◆ Goal of the exercise ◆
In the listing below, locate the lines that hold the string "above". Copy those lines.
_ _ _ _ _
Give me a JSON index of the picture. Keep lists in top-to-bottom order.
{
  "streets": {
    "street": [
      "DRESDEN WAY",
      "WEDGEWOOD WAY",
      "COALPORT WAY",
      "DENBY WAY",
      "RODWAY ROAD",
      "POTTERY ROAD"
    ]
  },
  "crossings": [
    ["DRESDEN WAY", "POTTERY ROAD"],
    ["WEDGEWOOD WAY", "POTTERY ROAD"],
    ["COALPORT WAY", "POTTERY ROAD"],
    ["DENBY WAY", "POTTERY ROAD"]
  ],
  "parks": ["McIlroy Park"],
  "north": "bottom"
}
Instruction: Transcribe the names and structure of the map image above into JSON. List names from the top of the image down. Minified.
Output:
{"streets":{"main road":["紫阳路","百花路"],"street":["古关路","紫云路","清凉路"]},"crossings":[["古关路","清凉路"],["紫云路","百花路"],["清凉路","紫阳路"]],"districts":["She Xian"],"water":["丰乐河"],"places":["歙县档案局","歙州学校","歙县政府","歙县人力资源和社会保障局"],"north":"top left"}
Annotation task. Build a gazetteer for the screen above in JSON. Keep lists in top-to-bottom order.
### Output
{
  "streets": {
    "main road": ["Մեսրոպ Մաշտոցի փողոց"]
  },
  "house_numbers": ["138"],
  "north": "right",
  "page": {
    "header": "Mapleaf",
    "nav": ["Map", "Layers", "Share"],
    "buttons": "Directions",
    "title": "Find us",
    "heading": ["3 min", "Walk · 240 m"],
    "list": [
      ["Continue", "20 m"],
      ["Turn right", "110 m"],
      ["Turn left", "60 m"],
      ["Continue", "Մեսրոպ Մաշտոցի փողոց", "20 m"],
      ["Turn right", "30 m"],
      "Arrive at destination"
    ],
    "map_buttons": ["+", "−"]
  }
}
_ _ _ _ _
◆ Answer space ◆
Instruction: Transcribe the names and structure of the map image above into JSON. List names from the top of the image down. Minified.
Annotation task. Build a gazetteer for the screen above in JSON. Keep lists in top-to-bottom order.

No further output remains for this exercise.